Cooder recorded Blind Alfred Reed’s “How Can A Poor Man Stand Such Time & Live” on his 1970 debut album. It is still, along with an updated “Vigilante Man”, an apposite inclusion in his live show. Reed’s “You Must Unload”, recorded in the noted Bristol Sessions of 1927, is a modern anti-materialist hymn & one of my favourite American songs. Ry’s version is just beautiful, one of the songs of the year. “The Prodigal Son” is a great, I might say exquisite, record, a moral, honest, human commentary on the (same as it ever was?) world today. Ah go on, have another one & look at that Ry Cooder go!
OK, three is the magic number around here but please allow me to make a couple of honourable mentions of records that have made 2018 a better place. Idles second record “Joy As An Act Of Resistance” is angry, belligerent & will be endorsed by at least 2 of my guest contributors this month. I’ll just say that we can’t have enough Joy or Resistance in these times. “Double Negative” by Low (them again) is a challenging listen, not one to put on the turntable when entertaining friends but possibly a masterpiece. Oh yeah, Lee Perry’s “The Black Album” gets played a lot too. My final selection is music that is familiar to me, a record that has given much pleasure since its release.
Jason Isbell has been at the front of the stack for 5 years now. There is probably a generation of roots-based American artists that I would enjoy but just haven’t heard because Jason’s high-quality stuff is enough for me when I need that sort of thing. “Live From The Ryman” captures him & the 400 Unit on their 2017 tour, the tracks a selection from his last 3 records.
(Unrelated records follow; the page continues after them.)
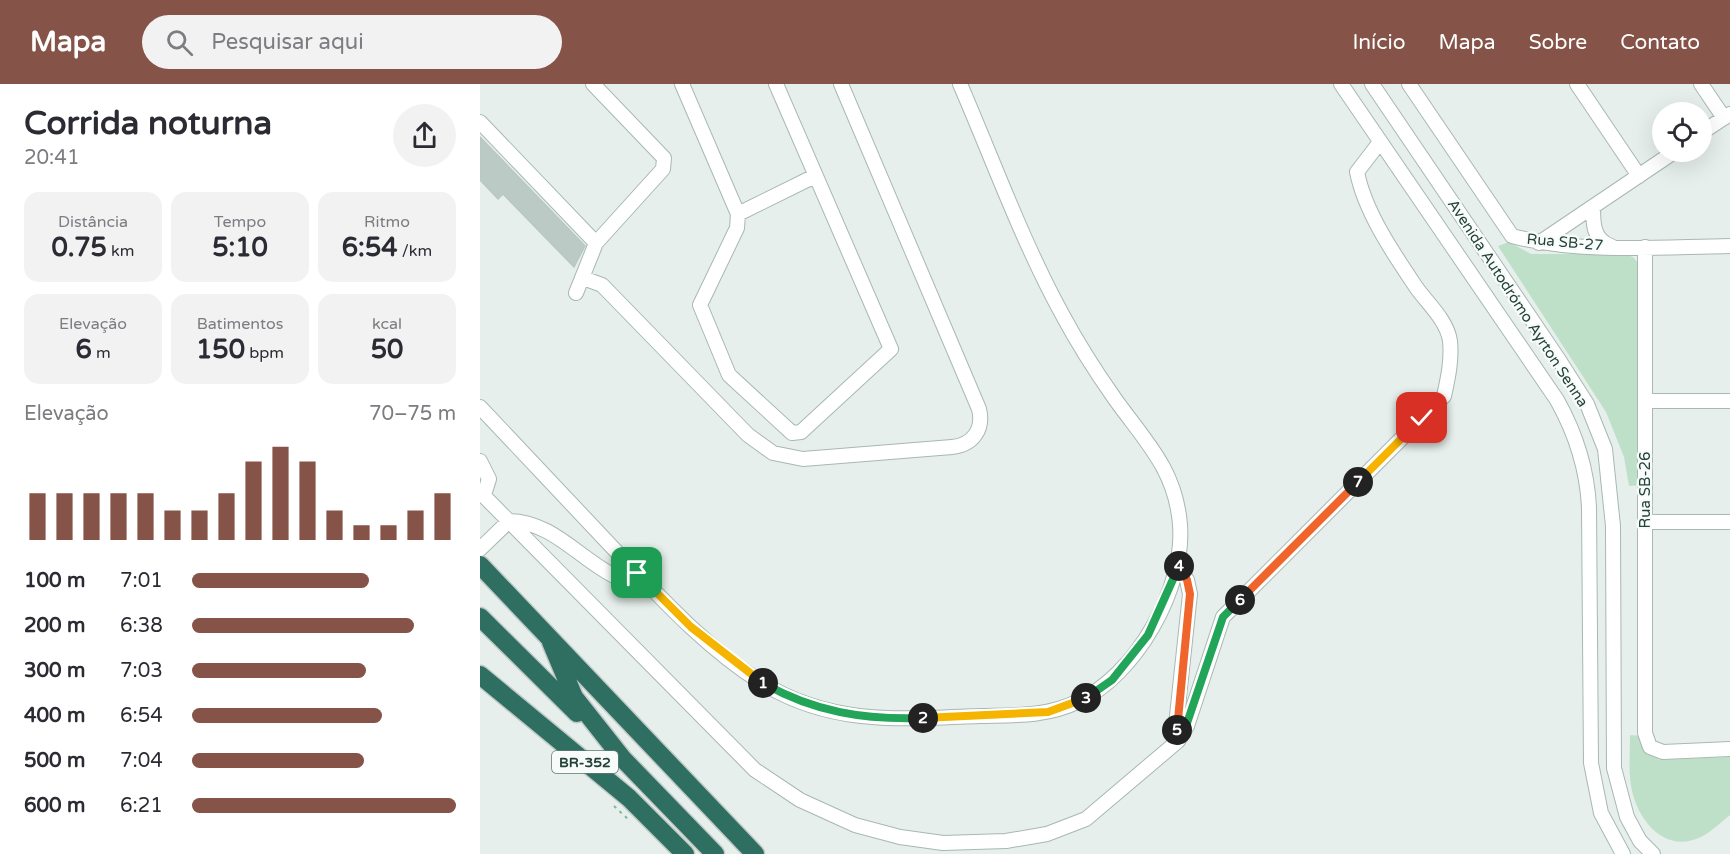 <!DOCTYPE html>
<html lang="pt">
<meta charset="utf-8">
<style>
body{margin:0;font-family:"Varela Round",sans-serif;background:#f2f2f3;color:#2b2b33;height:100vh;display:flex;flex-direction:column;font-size:22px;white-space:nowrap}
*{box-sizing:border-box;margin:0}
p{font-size:20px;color:#7c7c81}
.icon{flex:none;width:33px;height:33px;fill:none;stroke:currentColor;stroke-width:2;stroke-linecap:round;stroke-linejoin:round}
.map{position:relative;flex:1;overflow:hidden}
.drawer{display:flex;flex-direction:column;background:#fff;width:480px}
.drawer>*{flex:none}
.fabs{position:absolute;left:1172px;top:18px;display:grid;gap:12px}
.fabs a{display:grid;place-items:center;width:60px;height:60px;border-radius:50%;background:#fff;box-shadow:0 6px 24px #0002;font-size:30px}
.pin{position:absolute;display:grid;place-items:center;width:51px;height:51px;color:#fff;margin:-26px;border-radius:12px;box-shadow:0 3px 9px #0006}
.km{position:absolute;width:30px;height:30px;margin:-15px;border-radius:50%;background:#222;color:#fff;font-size:16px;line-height:30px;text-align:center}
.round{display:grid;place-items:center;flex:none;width:63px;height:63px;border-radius:32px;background:#f2f2f3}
.overview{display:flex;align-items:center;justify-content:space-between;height:102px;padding:0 24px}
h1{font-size:33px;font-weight:700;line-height:45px}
.metrics{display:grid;grid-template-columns:repeat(3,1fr);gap:9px;height:102px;padding:6px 24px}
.metrics div{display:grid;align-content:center;border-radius:15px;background:#f2f2f3;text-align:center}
.metrics b{font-size:26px;font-weight:700}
.metrics small{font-size:16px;font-weight:400}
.metrics p{font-size:16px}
.chart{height:168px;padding:12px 24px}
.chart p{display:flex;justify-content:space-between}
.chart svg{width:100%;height:108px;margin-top:6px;stroke:#855347;stroke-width:6}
ul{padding:0 24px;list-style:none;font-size:20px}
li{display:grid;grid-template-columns:96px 72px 1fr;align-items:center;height:45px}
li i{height:15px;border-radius:8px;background:#855347}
header{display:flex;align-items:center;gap:36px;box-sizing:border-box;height:84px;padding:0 30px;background:#855347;color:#fff}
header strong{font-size:28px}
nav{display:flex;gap:33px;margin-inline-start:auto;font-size:21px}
.search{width:420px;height:54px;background:#f2f2f3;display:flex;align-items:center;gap:15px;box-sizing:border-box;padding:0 21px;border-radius:33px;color:#7c7c81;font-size:22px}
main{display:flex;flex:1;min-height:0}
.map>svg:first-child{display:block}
.green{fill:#bfe0c8}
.building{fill:#bbcac4;stroke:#b8c9c2;stroke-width:1.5}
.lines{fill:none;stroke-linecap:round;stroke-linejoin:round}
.minor-casing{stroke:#a8b8b2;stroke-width:16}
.highway-casing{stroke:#c2cac8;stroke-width:21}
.path{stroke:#86b3a5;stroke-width:2;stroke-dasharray:3 4.5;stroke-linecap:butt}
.minor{stroke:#fff;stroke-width:14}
.highway{stroke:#2f6f62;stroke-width:18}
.split-1-casing{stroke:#fff;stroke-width:12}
.split-2-casing{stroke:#fff;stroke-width:12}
.split-3-casing{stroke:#fff;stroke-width:12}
.split-4-casing{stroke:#fff;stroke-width:12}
.split-5-casing{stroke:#fff;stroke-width:12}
.split-6-casing{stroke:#fff;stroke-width:12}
.split-7-casing{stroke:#fff;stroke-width:12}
.split-8-casing{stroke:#fff;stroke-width:12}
.split-1{stroke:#f5b400;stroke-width:8}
.split-2{stroke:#22a559;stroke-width:8}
.split-3{stroke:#f5b400;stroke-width:8}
.split-4{stroke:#22a559;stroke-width:8}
.split-5{stroke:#f0652b;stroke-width:8}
.split-6{stroke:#22a559;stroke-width:8}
.split-7{stroke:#f0652b;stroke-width:8}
.split-8{stroke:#f5b400;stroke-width:8}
.labels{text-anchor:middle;stroke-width:4.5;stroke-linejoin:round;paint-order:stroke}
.shield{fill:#f7fbf9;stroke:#637a73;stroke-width:1.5}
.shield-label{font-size:14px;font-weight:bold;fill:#24423a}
.street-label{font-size:15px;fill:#24423a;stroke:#f7fbf9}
</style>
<header>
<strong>Mapa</strong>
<div class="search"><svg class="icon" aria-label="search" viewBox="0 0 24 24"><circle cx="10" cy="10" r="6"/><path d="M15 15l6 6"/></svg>Pesquisar aqui</div>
<nav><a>Início</a><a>Mapa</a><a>Sobre</a><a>Contato</a></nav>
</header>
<main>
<section class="drawer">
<div class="overview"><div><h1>Corrida noturna</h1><p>20:41</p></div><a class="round"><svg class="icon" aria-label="share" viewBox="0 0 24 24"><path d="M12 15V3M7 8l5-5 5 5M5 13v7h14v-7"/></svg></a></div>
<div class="metrics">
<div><p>Distância</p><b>0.75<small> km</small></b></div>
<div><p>Tempo</p><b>5:10</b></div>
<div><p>Ritmo</p><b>6:54<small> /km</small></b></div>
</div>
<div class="metrics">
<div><p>Elevação</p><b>6<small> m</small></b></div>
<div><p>Batimentos</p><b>150<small> bpm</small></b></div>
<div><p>kcal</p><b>50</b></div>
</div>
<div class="chart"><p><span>Elevação</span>70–75 m</p>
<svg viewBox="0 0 160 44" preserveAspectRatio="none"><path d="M5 44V25M15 44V25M25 44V25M35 44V25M45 44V25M55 44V32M65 44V32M75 44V25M85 44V12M95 44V6M105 44V12M115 44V32M125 44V38M135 44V38M145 44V32M155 44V25"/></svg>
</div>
<ul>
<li><b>100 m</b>7:01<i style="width:67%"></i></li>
<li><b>200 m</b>6:38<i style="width:84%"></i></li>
<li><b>300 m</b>7:03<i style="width:66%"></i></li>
<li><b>400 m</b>6:54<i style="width:72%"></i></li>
<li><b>500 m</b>7:04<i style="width:65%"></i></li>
<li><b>600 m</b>6:21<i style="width:100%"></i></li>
</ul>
</section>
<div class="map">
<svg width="1250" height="770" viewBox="0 0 1250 770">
<rect width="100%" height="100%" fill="#e6efeb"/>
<path class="green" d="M1029,158L1051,170H1145L1153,173L1158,179L1161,401L1149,402L1144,373L1126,328L1018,162Z
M1150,651L1161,652L1167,669L1180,676L1250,673V731C1241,738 1231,748 1221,753C1186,770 1159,738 1152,707C1148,689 1150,669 1150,651Z"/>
<path class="building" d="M0,53L105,162L94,183L23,110L18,115L0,96Z"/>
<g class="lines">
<defs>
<path id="minor" d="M113,0L184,74L183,85L116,159
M202,0L258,130L257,144L220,221L249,291L312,349L321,348L411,265L296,0
M861,0L1077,316C1096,350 1107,384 1109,423L1111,679L1121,729L1143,770
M892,0L1079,276L1107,320L1125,365L1133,442L1134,684L1147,733L1160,757L1173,770
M929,0L1032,152C1102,170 1178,163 1250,162
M1097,0L1159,92
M1221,0L1244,34
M0,38L116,159L96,209
M1221,49L1250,30
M1113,123C1113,139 1113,156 1131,162
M258,130L335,92
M1059,159L1194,68
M1165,163V649L1170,663L1183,668L1250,665
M103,194L122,201L268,351L293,369L323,375L472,363C493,361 504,345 499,325L361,0
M1165,317H1250
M0,323C44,370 89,417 133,464C179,512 226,564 282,599C353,642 421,635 499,632C532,631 566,633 597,618C656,592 705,504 700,441C696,386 665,357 635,315C616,288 598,260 582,230C542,157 513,76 480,0
M0,377L9,395L4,411
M0,408L275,686L320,716L375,741L420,753L463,759L526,757L567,750L606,735L698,657L707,642L743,533L964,312C968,294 972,276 970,257C967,236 947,219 936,203C913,169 885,128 877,88L900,58
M1165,438H1250
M0,465L29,437C73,438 97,473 134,492L145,494L157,489
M698,657L696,641L710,510L707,496L698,481"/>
<path id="highway" d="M0,481L275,770
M0,533L97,629
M71,558L94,613L143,675L235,770
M0,591L149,714L205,770"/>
</defs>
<use href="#minor" class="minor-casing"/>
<use href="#highway" class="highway-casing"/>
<path class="path" d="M134,722L150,737"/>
<use href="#minor" class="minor"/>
<use href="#highway" class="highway"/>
</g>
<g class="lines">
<defs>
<path id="split-1" d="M157,489L211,543L283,599"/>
<path id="split-2" d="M283,599C334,628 384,636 443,634"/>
<path id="split-3" d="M443,634L568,628L606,614"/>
<path id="split-4" d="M606,614L632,596L668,551L699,482"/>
<path id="split-5" d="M697,646L710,510L707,496L699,482"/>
<path id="split-6" d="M697,646L698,657L706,642L743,533L760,516"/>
<path id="split-7" d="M760,516L878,398"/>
<path id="split-8" d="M878,398L942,334"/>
</defs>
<use href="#split-1" class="split-1-casing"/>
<use href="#split-2" class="split-2-casing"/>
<use href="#split-3" class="split-3-casing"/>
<use href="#split-4" class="split-4-casing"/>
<use href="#split-5" class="split-5-casing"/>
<use href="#split-6" class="split-6-casing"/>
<use href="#split-7" class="split-7-casing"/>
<use href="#split-8" class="split-8-casing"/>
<use href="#split-1" class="split-1"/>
<use href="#split-2" class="split-2"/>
<use href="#split-3" class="split-3"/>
<use href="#split-4" class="split-4"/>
<use href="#split-5" class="split-5"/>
<use href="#split-6" class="split-6"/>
<use href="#split-7" class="split-7"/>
<use href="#split-8" class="split-8"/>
</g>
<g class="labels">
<rect class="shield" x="72" y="667" width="66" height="22" rx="4.5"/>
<g class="shield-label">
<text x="105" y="683">BR-352</text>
</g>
<g class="street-label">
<text transform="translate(1085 158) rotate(5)" y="5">Rua SB-27</text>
<text transform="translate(1038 219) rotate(57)" y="5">Avenida Autodrómo Ayrton Senna</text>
<text transform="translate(1165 406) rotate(-90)" y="5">Rua SB-26</text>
</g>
</g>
</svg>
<div class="fabs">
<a><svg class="icon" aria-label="locate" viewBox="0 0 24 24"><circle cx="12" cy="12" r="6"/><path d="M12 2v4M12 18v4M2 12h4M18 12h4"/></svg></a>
</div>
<div class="pin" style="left:157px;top:489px;background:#1e9e55"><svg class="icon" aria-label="arrive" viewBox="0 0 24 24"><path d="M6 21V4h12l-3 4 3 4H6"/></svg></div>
<div class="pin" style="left:942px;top:334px;background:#d93025"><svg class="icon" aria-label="check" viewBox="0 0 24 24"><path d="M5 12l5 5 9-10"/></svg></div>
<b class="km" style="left:283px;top:599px">1</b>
<b class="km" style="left:443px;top:634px">2</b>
<b class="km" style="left:606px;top:614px">3</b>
<b class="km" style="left:699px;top:482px">4</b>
<b class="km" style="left:697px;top:646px">5</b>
<b class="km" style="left:760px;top:516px">6</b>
<b class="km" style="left:878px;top:398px">7</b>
</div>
</main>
Those great ones from his time as a Drive-By Trucker, “Decoration Day”, “Outfit” & “Goddamn Lonely Love”, showstoppers all, don’t make the cut. On stage the band rock a little harder, taking the opportunity to stretch out & discover just how good these songs are. Jason’s wife Amanda Shires didn’t make last year’s trip to Europe, when she does join in her instrumental & harmonic contribution adds texture to an already fine unit. She’s around for this one, “The Last Of My Kind” from his last record “The Nashville Sound” is an epic as is the take on “Wooden Ships” they played when joined by David Crosby at this year’s Newport Folk Festival & Jason Isbell is a major American artist. Whatever he does next, I’ll be there.